I have to prove the conclusion $(A \to B) \vee (B \to C)$ using nothing but formal proof rules for propositional logic (so introduction and elimination rules). Here's what I've done so far.
Basically, I've assumed the negation of the conclusion and my goal of the sub-proof is to prove a contradiction. After assuming the negation, I was able to prove that $\neg(A \to B)$ and $\neg(B \to C)$ which means I can say that $\neg(A \to B) \wedge \neg(B \to C)$ is true under this assumption. The problem now is that I have no idea where to go from here. All I need to do is show a contradiction but I have no idea how I would get to that contradiction.
P.S. This proof doesn't have any premises.
You would not have a contradiction in your negated statement if both expressions $A \to B$ and $B\to C$ are false. $A\to B$ can only be false if $B$ is false. But if $B$ is false then $B\to C$ is always true. Therefore at least one of the expressions will be true, which makes the overall expression always false, thus leading to a contradiction. (When in doubt, just do truth tables).

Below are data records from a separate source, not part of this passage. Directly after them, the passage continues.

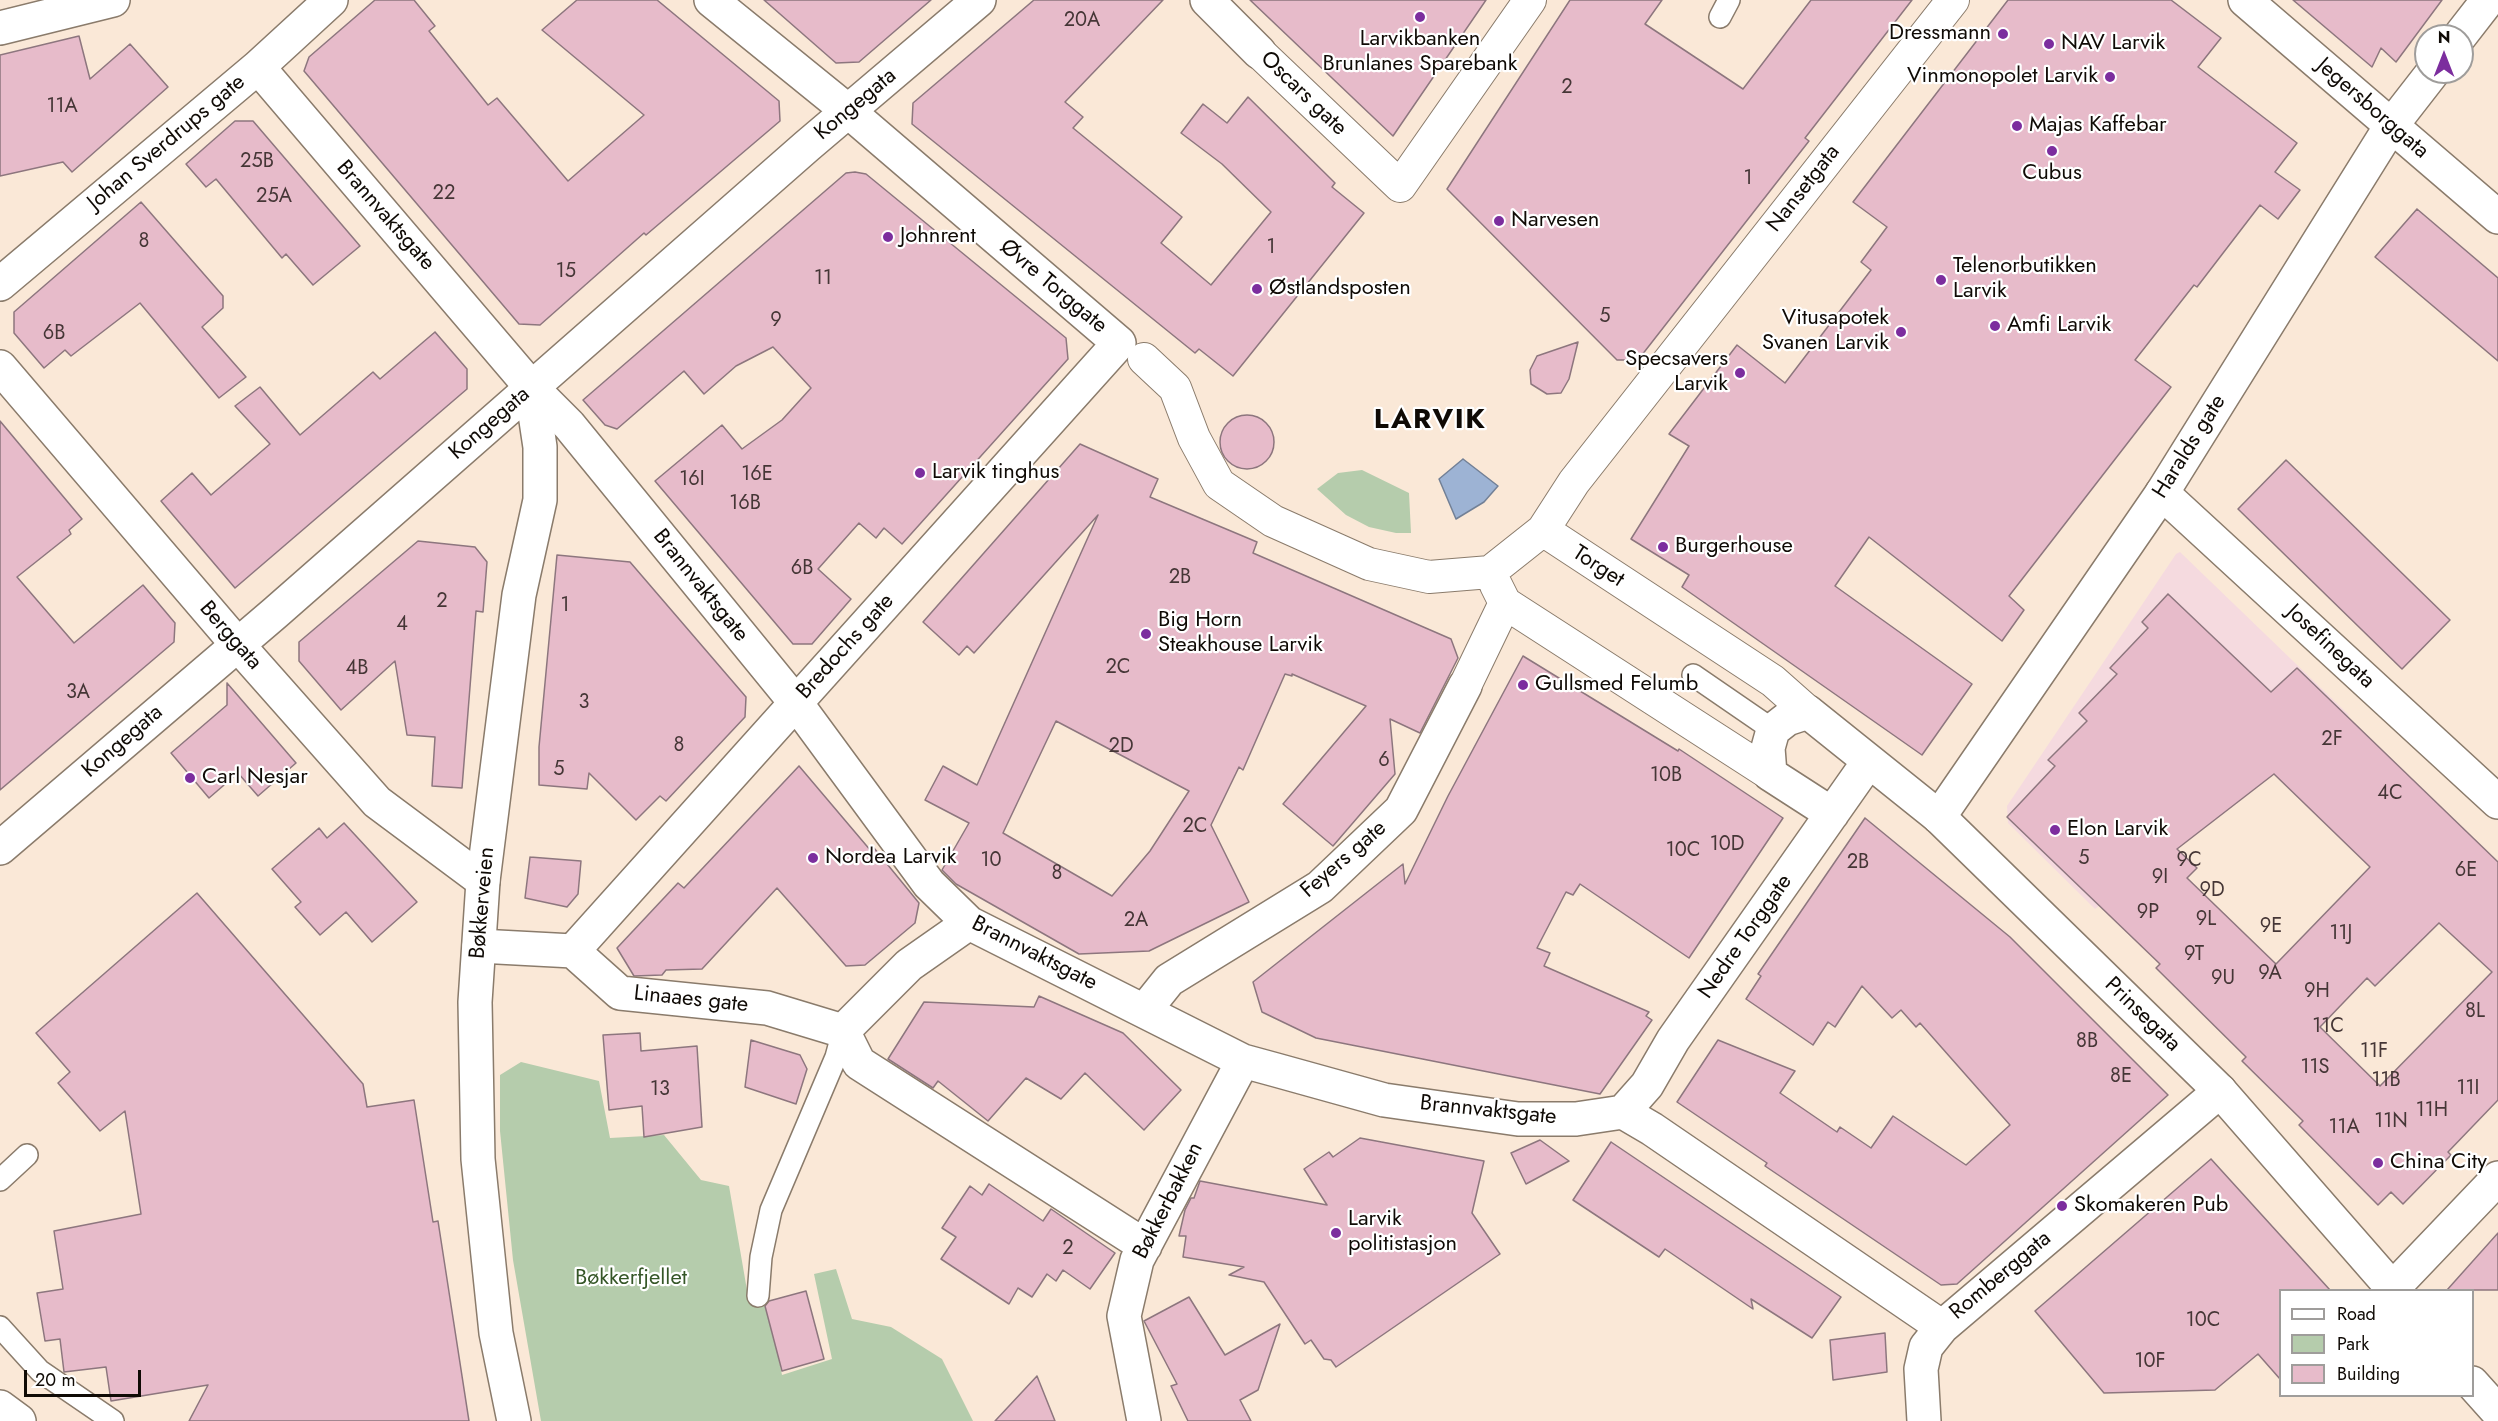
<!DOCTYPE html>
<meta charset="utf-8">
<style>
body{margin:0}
#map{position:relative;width:2498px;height:1421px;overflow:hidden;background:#fae8d7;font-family:Jost,sans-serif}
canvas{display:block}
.legend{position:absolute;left:2279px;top:1289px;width:195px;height:108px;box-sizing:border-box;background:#fff;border:2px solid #9f9d9b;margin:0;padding:8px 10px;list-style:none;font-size:18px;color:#0f0a05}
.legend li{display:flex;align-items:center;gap:12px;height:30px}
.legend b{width:30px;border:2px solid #9f9d9b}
.north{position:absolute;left:2414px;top:24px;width:60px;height:60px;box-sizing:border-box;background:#fff;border:2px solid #9f9d9b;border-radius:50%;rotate:0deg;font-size:16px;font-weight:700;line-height:24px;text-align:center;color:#0f0a05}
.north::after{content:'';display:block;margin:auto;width:21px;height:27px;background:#7c2d9e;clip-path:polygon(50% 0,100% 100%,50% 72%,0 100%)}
.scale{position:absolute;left:24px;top:1370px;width:117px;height:27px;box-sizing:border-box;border:3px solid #0f0a05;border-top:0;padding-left:8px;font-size:18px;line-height:21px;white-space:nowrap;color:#0f0a05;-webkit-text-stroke:4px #fff;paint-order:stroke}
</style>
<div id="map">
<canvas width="2498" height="1421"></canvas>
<ul class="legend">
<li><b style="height:8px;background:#fff"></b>Road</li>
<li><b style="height:16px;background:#b5ccac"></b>Park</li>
<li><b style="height:16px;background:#e7bbca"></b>Building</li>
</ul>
<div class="north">N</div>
<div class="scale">20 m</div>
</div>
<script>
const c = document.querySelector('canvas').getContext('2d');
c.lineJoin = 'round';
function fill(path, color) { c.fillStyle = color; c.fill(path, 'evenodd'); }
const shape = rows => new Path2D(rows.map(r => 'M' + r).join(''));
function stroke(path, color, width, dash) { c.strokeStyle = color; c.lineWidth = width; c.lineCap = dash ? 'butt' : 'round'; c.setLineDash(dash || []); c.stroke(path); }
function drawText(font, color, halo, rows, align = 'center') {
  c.font = font + ' Jost,sans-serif'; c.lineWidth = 4.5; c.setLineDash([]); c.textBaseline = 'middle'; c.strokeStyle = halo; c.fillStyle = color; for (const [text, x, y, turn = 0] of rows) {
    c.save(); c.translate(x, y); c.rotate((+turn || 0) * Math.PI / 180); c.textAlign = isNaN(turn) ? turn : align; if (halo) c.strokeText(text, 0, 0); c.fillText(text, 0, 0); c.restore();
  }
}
fill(shape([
 [2180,552,2349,715,2095,909,2008,823,2007,806,2176,554]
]), '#f5dadf');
fill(shape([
 [1362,470,1409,493,1411,533,1396,533,1369,527,1346,515,1317,489,1338,473],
 [521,1062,599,1081,610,1138,664,1135,701,1180,729,1186,748,1296,766,1296,782,1375,832,1359,814,1274,836,1269,852,1319,891,1327,942,1359,973,1421,541,1421,513,1260,500,1131,500,1075]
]), '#b5ccac');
const water = shape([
 [1463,459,1498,486,1484,502,1456,519,1439,479,1463,459]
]);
fill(water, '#9db3d4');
stroke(water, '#728096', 1.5);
const building = shape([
 [375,0,414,0,435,26,429,31,488,105,497,98,568,181,644,115,542,30,577,0,657,0,779,101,780,121,646,235,644,233,540,325,519,324,304,71,309,57,375,0],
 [764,0,931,0,859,62,836,63,764,0],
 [1034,0,1163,0,1065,102,1083,117,1073,128,1182,217,1161,243,1211,285,1271,212,1222,164,1181,133,1203,104,1227,123,1248,97,1335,183,1332,187,1364,213,1233,376,1199,349,1195,353,912,124,913,103,1034,0],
 [1250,0,1486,0,1393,136,1250,0],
 [1570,0,1662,0,1645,24,1743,89,1811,0,1912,0,1805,138,1809,141,1638,360,1617,360,1447,189,1570,0],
 [2008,0,2171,0,2221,38,2198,67,2297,143,2275,172,2300,190,2278,219,2260,205,2197,287,2194,285,2135,360,2171,387,2009,596,2024,610,2002,641,1869,537,1835,586,1972,684,1922,755,1682,587,1689,575,1631,539,1689,446,1669,434,1737,345,1785,383,1871,270,1861,262,1887,227,1853,202,2008,0],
 [2293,0,2442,0,2396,62,2381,48,2372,67,2293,0],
 [79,36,90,79,130,44,168,87,72,172,63,162,0,176,0,55,79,36],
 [235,121,253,121,360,246,313,285,286,254,282,258,216,179,206,187,186,164,235,121],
 [855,172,866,174,1066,338,1068,359,902,544,884,528,876,538,859,523,818,569,851,599,812,644,793,644,655,481,722,425,742,449,782,420,811,388,773,347,736,366,704,394,684,371,617,429,605,425,583,400,846,173,855,172],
 [141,202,223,296,223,308,202,327,246,377,219,398,140,303,71,356,65,350,44,368,14,333,14,312,141,202],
 [2417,209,2498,278,2498,361,2375,257,2417,209],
 [435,332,467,369,467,389,235,588,161,501,192,473,211,495,270,444,235,406,260,387,300,435,373,372,380,379,435,332],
 [1578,342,1569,379,1561,393,1547,394,1531,384,1530,370,1537,356,1578,342],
 '1220 442a27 27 0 1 1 54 0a27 27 0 1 1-54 0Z',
 [0,421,82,519,69,530,71,534,17,577,74,643,143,585,175,623,174,642,0,790,0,421],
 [1080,444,1158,479,1150,497,1257,542,1253,553,1451,639,1458,658,1420,733,1390,719,1395,774,1333,846,1283,804,1366,706,1292,674,1292,676,1285,674,1243,770,1239,767,1211,825,1249,902,1149,951,1079,954,956,884,942,870,969,823,925,800,943,766,977,785,1098,515,974,653,967,646,959,655,923,622,1080,444],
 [1056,721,1189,791,1150,851,1112,896,1003,833,1056,721],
 [2286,460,2450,620,2402,669,2238,509,2286,460],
 [418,541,475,547,487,562,483,612,476,611,462,788,432,786,435,737,407,735,395,661,341,710,299,661,299,642,418,541],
 [557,555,630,562,746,697,745,717,666,801,660,796,636,820,589,773,587,789,539,785,539,747,557,555],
 [2168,594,2271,692,2297,668,2498,862,2498,1100,2448,1152,2451,1155,2403,1204,2391,1192,2378,1205,2299,1125,2303,1121,2242,1061,2246,1057,2156,968,2160,964,2007,817,2055,766,2048,760,2087,721,2079,713,2117,674,2110,668,2148,628,2142,622,2168,594],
 [2274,774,2370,867,2276,964,2187,878,2197,868,2177,849,2274,774],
 [2439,923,2492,972,2380,1086,2320,1027,2367,978,2375,986,2439,923],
 [1523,656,1678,751,1679,749,1783,818,1689,958,1580,884,1573,895,1566,892,1537,948,1550,953,1544,966,1649,1012,1646,1016,1652,1020,1600,1094,1316,1038,1262,1012,1253,982,1403,864,1405,884,1448,796,1523,656],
 [227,683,296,763,258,796,238,773,209,798,171,753,227,705,227,683],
 [799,766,871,851,874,848,919,903,915,923,865,965,846,966,777,888,702,969,666,970,662,975,634,976,617,948,678,883,684,888,799,766],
 [1865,818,2010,937,2168,1095,1957,1284,1941,1285,1765,1166,1767,1163,1677,1102,1718,1040,1795,1071,1780,1093,1837,1132,1840,1127,1871,1148,1893,1116,1966,1165,2010,1125,1920,1023,1916,1027,1901,1010,1892,1018,1862,986,1835,1027,1828,1022,1813,1045,1746,999,1761,976,1758,974,1865,818],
 [344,823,417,902,372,942,346,912,320,935,295,907,301,902,272,869,319,828,327,838,344,823],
 [530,857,581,861,578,894,567,907,525,898,530,857],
 [197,893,363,1084,367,1107,414,1100,433,1222,438,1221,469,1421,189,1421,208,1385,111,1401,106,1367,64,1372,60,1339,45,1341,37,1293,63,1289,54,1231,141,1214,125,1111,100,1131,58,1083,70,1072,36,1033,197,893],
 [1039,996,1123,1033,1181,1090,1144,1130,1085,1073,1061,1099,1026,1078,988,1121,938,1081,933,1088,888,1059,924,1002,1034,1007,1039,996],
 [640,1033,641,1051,697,1046,702,1127,644,1137,642,1106,609,1110,603,1035,640,1033],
 [751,1040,800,1055,807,1069,796,1104,745,1087,751,1040],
 [1360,1138,1484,1161,1472,1213,1500,1254,1336,1367,1331,1360,1324,1359,1311,1340,1305,1344,1264,1282,1229,1275,1244,1267,1183,1257,1186,1236,1179,1236,1185,1210,1191,1198,1194,1198,1200,1181,1327,1205,1304,1169,1329,1152,1333,1157,1360,1138],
 [1540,1140,1569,1161,1526,1184,1511,1153,1540,1140],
 [1611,1142,1841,1297,1812,1338,1751,1299,1753,1309,1665,1249,1659,1257,1573,1200,1611,1142],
 [2211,1159,2330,1290,2280,1290,2280,1379,2258,1354,2215,1390,2104,1393,2035,1311,2211,1159],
 [989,1184,1043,1221,1051,1209,1115,1253,1090,1289,1063,1270,1056,1281,1047,1274,1032,1297,1018,1288,1009,1304,941,1259,956,1237,942,1228,970,1186,982,1195,989,1184],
 [2498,1233,2498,1290,2447,1290,2498,1233],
 [806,1291,824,1359,782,1371,765,1306,769,1301,806,1291],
 [1189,1297,1225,1355,1280,1324,1258,1390,1240,1400,1251,1421,1188,1421,1171,1386,1177,1384,1144,1321,1189,1297],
 [1885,1333,1887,1372,1833,1380,1830,1340,1885,1333],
 [1037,1376,1055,1421,995,1421,1037,1376]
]);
fill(building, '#e7bbca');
stroke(building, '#8d767e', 1.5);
const service = shape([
 [1720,17,1729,0],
 [1693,675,1773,730],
 [0,1180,27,1155],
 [758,1296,761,1257,771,1210,836,1057,843,1031],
 [0,1327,40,1371,113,1421]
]);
const pedestrian = shape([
 [1259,52,1400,186,1530,0],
 [1144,359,1175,388,1194,438,1219,484,1273,521,1369,564,1429,577,1490,572,1543,530],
 [1505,603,1770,774],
 [1465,686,1505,603,1496,585],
 [1808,712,1773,681,1543,530,1574,482,1953,0]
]);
const minor = shape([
 [1207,0,1259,52],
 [258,67,531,387,569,425,796,703,929,884,969,923,1243,1061,1276,1070,1384,1100,1518,1119,1576,1119,1623,1112,1652,1129,1942,1327],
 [0,284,258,67,331,0],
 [0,367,237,644,377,802,483,881],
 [2162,493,2498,802],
 [1832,814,1770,774,1768,748,1773,730,1787,719,1808,712,1939,817],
 [479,946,573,951,620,993,767,1008,843,1031],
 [573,951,1119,343,848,111],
 [1145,1010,1169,980,1320,887,1401,810,1465,686],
 [843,1031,859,1063,1145,1246],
 [843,1031,909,965,969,923],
 [1623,1112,1647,1085,1673,1040,1869,761],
 [2392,1289,2498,1178],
 [1144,1421,1124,1316,1137,1260,1243,1061],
 [1924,1421,1921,1369,1926,1347,1942,1327,2220,1091]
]);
const tertiary = shape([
 [2460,36,2488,0],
 [1939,817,2162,493,2391,126,2433,72]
]);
const secondary = shape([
 [711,0,848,111],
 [2245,0,2498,217],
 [0,28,113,0],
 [1939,817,2220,1091,2394,1290],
 [0,848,275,613,807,146,979,0],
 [2472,1383,2498,1412],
 [514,1421,496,1333,478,1159,475,1002,483,881,519,595,540,500,540,447,531,387]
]);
const primary = shape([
 [0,1407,19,1421]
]);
stroke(service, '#8a7b6b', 24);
stroke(pedestrian, '#8a7b6b', 34);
stroke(minor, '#8a7b6b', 36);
stroke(tertiary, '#8a7b6b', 36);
stroke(secondary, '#8a7b6b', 36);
stroke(primary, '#8a7b6b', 36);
stroke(service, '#fff', 21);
stroke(pedestrian, '#fff', 32);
stroke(minor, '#fff', 33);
stroke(tertiary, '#fff', 33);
stroke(secondary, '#fff', 33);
stroke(primary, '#fff', 33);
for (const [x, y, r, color] of [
 [1420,17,6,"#7c2d9e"],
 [2003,34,6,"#7c2d9e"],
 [2049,44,6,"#7c2d9e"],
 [2110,77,6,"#7c2d9e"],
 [2017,126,6,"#7c2d9e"],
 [2052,151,6,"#7c2d9e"],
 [1499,221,6,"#7c2d9e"],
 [888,237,6,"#7c2d9e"],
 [1941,280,6,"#7c2d9e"],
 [1257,289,6,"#7c2d9e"],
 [1995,326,6,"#7c2d9e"],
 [1901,332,6,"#7c2d9e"],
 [1740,373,6,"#7c2d9e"],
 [920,473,6,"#7c2d9e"],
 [1663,547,6,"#7c2d9e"],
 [1146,634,6,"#7c2d9e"],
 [1523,685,6,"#7c2d9e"],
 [190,778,6,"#7c2d9e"],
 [2055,830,6,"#7c2d9e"],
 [813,858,6,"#7c2d9e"],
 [2378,1163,6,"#7c2d9e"],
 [2062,1206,6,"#7c2d9e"],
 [1336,1233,6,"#7c2d9e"]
]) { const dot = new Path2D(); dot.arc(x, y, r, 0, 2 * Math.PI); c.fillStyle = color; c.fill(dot); stroke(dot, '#fff', 2); }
drawText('20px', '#453636', null, [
 ["20A",1082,21],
 ["2",1567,88],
 ["11A",62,107],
 ["25B",257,162],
 ["1",1748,179],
 ["22",444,194],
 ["25A",274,197],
 ["8",144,242],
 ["1",1271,248],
 ["15",566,272],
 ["11",823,279],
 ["5",1605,317],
 ["9",776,321],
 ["6B",54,334],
 ["16E",757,475],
 ["16I",692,480],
 ["16B",745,504],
 ["6B",802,569],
 ["2B",1180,578],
 ["2",442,602],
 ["1",565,606],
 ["4",402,625],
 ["2C",1118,668],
 ["4B",357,669],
 ["3A",78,693],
 ["3",584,703],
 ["2F",2332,740],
 ["8",679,746],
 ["2D",1121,747],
 ["6",1384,761],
 ["5",559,770],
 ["10B",1666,776],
 ["4C",2390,794],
 ["2C",1195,827],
 ["10D",1727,845],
 ["10C",1683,851],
 ["5",2084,859],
 ["10",991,861],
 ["9C",2189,861],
 ["2B",1858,863],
 ["6E",2466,871],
 ["8",1057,874],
 ["9I",2160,878],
 ["9D",2212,891],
 ["9P",2148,913],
 ["9L",2206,920],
 ["2A",1136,921],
 ["9E",2271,927],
 ["11J",2341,934],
 ["9T",2194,955],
 ["9A",2270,974],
 ["9U",2223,979],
 ["9H",2317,992],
 ["8L",2475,1012],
 ["11C",2328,1027],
 ["8B",2087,1042],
 ["11F",2374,1052],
 ["11S",2315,1068],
 ["8E",2121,1077],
 ["11B",2386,1081],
 ["11I",2468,1089],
 ["13",660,1090],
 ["11H",2432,1111],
 ["11N",2391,1122],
 ["11A",2344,1128],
 ["2",1068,1249],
 ["10C",2203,1321],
 ["10F",2150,1362]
]);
drawText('22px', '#0f0a05', '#fff', [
 ["Dressmann",1991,34,"right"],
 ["Larvikbanken",1420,40,"center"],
 ["Brunlanes Sparebank",1420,65,"center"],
 ["NAV Larvik",2061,44],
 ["Vinmonopolet Larvik",2098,77,"right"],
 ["Majas Kaffebar",2029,126],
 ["Cubus",2052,174,"center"],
 ["Narvesen",1511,221],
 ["Johnrent",900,237],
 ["Telenorbutikken",1953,267],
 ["Larvik",1953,292],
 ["Østlandsposten",1269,289],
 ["Vitusapotek",1889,319,"right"],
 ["Svanen Larvik",1889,344,"right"],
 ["Amfi Larvik",2007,326],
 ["Specsavers",1728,360,"right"],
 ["Larvik",1728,385,"right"],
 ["Larvik tinghus",932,473],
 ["Burgerhouse",1675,547],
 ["Big Horn",1158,621],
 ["Steakhouse Larvik",1158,646],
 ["Gullsmed Felumb",1535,685],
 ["Carl Nesjar",202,778],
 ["Elon Larvik",2067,830],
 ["Nordea Larvik",825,858],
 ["China City",2390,1163],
 ["Skomakeren Pub",2074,1206],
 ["Larvik",1348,1220],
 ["politistasjon",1348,1245]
], 'left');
drawText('22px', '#0f0a05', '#fff', [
 ["Oscars gate",1303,94,44],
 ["Kongegata",856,105,-40],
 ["Jegersborggata",2372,109,41],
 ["Johan Sverdrups gate",167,143,-40],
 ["Nansetgata",1804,189,-52],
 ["Brannvaktsgate",385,216,49],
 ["Øvre Torggate",1053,287,40],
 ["Kongegata",490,424,-41],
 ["Haralds gate",2190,447,-58],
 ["Torget",1598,567,33],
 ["Brannvaktsgate",700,586,51],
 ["Berggata",230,636,49],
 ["Bredochs gate",846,647,-48],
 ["Josefinegata",2330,647,43],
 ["Kongegata",123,742,-41],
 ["Feyers gate",1344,860,-41],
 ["Bøkkerveien",483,903,-85],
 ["Nedre Torggate",1746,937,-55],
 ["Brannvaktsgate",1034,954,27],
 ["Linaaes gate",691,1000,6],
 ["Prinsegata",2142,1015,44],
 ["Brannvaktsgate",1488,1111,6],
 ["Bøkkerbakken",1169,1201,-63],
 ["Romberggata",2001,1276,-40]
]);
drawText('22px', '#355627', '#fff', [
 ["Bøkkerfjellet",631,1279]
]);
c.letterSpacing = '1.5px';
drawText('bold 28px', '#0f0a05', '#fff', [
 ["LARVIK",1430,421]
]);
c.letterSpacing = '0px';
</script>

You can also use the fact that the negation of $P\to Q$ is $P\wedge\neg Q$. Therefore we have $$A\wedge\neg B\wedge B\wedge\neg C$$
Since $\neg B\wedge B$ is always false, you have a contradiction (the overall negated expression is false no matter what the truth values of $A$, $B$, and $C$ are).
I'll let you add in all of the formal labelings of each step.